Original Article by Joan Oñate Narciso published in Food System Stories
The Philippines has a rich biodiversity and many native plant species are consumed as staple foods. An example of an ancient Philippine crop is the kabog millet, which is cultivated in Cebu. Kabog millet was a native cereal staple food of the Cebuanos long before the Spanish colonizers came to the Philippines. It is used to make budbud kabog, a yellow-colored tube-cake wrapped in banana leaves. Kabog gets its name from folklore: a farmer once discovered millet grains scattered on a cave floor. The cave bats (kabog, in the local language) used the millet as food. Thinking that the seeds were edible, he experimented cooking with it by pounding the millet seeds and added sugar, creating a delicious dish. It became the prototype for budbud kabog, a popular delicacy that Cebuanos are excited to bring home for their families to enjoy.
We interviewed two kabog millet farmers in Cebu, Mr. Nolito Ares (or Tatay Noli as he is fondly called – “Tatay” translates to “Father” in some Philippine languages) and Mr. Simeon Aringay, about kabog millet cultivation and what they envision for kabog millet after COVID-19.
Climate change as major challenge for cultivation
When asked about the major challenges that kabog millet farmers are facing and the problems they encounter in terms of production, both farmers consider climate change as the major challenge in terms of cultivation. They can no more follow the same planting season/schedule each year. The weather can be too dry or too wet. Both is not favorable for kabog millet. In terms of production, the costs of labor are high. The farmers earn only 400 Philippine pesos for each ganta (~7.5 CHF; ganta is an ancient Philippine unit of measurement for volumes : 1 ganta = 8 chupa =3 litres1), which is not enough to cover the production and transportation costs. They need subsidies and support from the local government. Hopefully, with financial support, this will help lower the production costs of the kabog millet and encourage the farmers to keep growing it.
Support from the government is lacking
The kabog millet farmers feel that they are not getting enough help and support from the local government and the Department of Agriculture in the Philippines. Despite the lack of support from the government, there are non-profit organizations that are willing to devote time and resources to put the kabog millet in the market.
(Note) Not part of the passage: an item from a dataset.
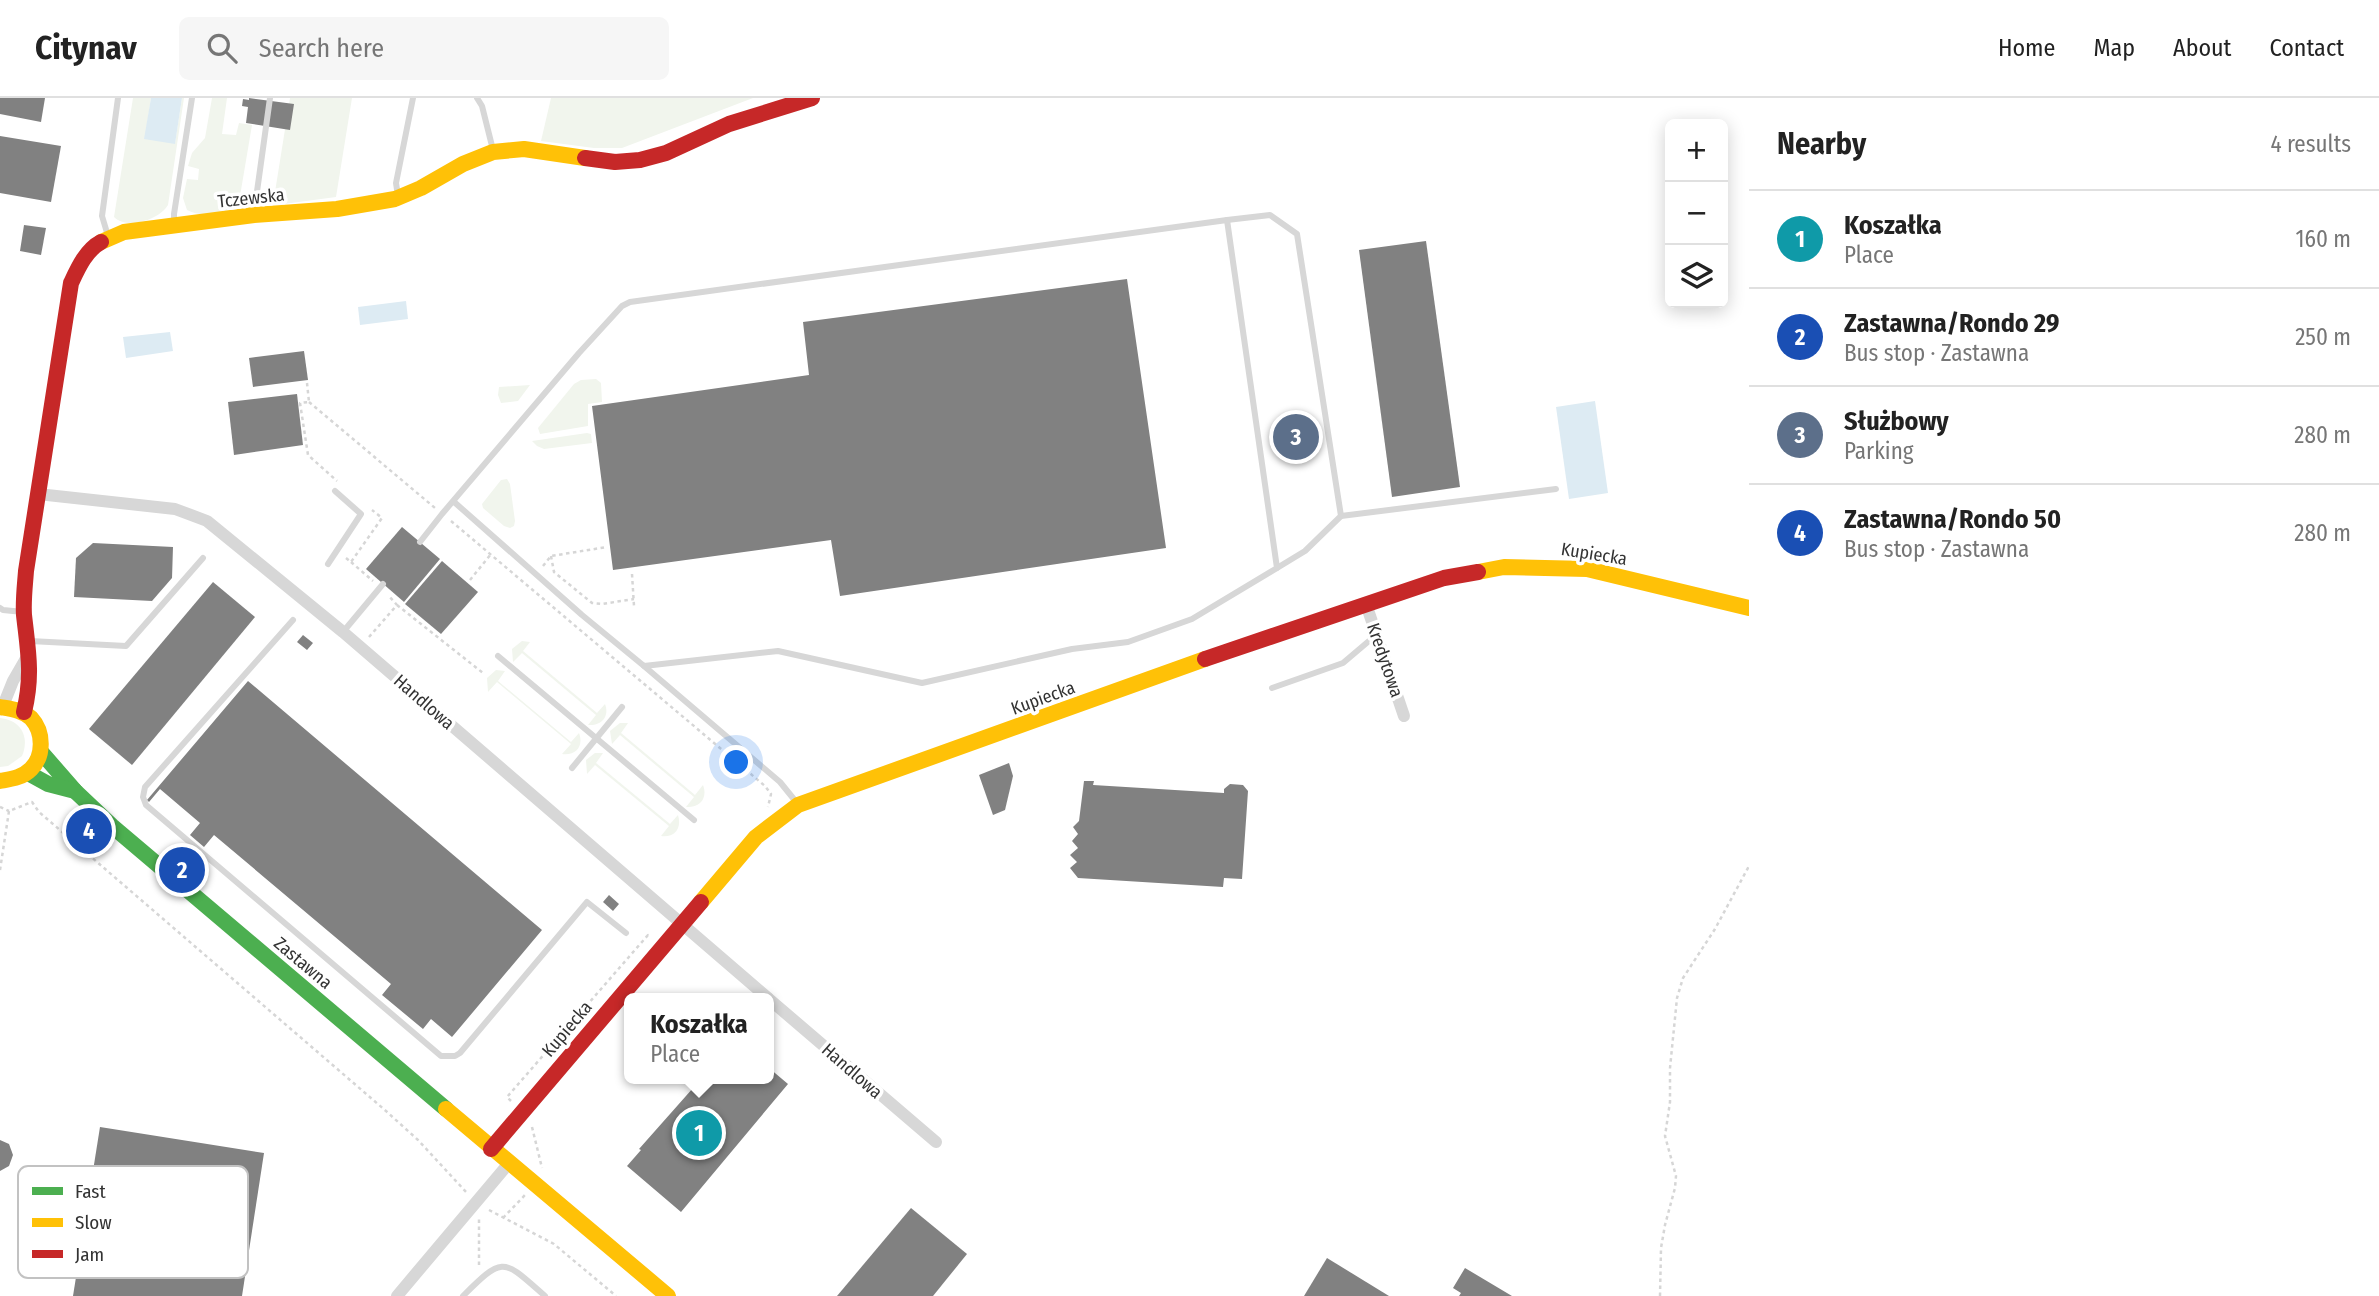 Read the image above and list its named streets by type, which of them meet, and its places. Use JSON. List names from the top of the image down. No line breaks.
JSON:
{"streets":{"street":["Tczewska","Kupiecka","Kredytowa","Handlowa","Zastawna"]},"crossings":[["Tczewska","Handlowa"],["Kupiecka","Kredytowa"],["Kupiecka","Handlowa"],["Kupiecka","Zastawna"]],"legend":["Fast","Slow","Jam"],"page":{"header":"Citynav","search":"Search here","nav":["Home","Map","About","Contact"],"heading":["Nearby","4 results"],"map_buttons":["+","−"],"list":[{"mark":"1","name":"Koszałka","note":"Place","value":"160 m"},{"mark":"2","name":"Zastawna/Rondo 29","note":"Bus stop · Zastawna","value":"250 m"},{"mark":"3","name":"Służbowy","note":"Parking","value":"280 m"},{"mark":"4","name":"Zastawna/Rondo 50","note":"Bus stop · Zastawna","value":"280 m"}],"pins":["3","4","2","1"],"popup":["Koszałka","Place"]}}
Notable among them are: 1) Slow Food, an organization based in Italy that promotes local food and traditional cooking, and which highlights the cultural importance of kabog millet in its programs; 2) the Cebu Farmers Market, which provides venues for advertising and sales, and opportunities for the kabog millet farmers to form networks with customers and other vendors who often offer their help and support; 3) CAFEi, a local initiative, which promotes and markets kabog millet by hosting conferences, dinners, and workshops (to read more: http://www.foodsystemstories.org/blog/2020/20/05/planting-seeds-of-hope-in-face-of-a-pandemic); and 4) the Global Seed Savers and the Cebu Seed Savers, which provide the farmers planting and seed saving materials, and serve as crucial avenues for farmers to exchange seeds.
The effects of COVID-19
When asked how they coped and are coping under the COVID-19 lockdowns, they replied that these are desperate times – many farmers could not afford to keep cultivating kabog millet because of low financial returns. They resorted to other ways of earning, such as selling coal and being hired by large industrial farms. Despite their difficult situation, kabog millet farmers realized that to survive, they should plant small amounts for home consumption, and prepare for more to sell when the markets open again.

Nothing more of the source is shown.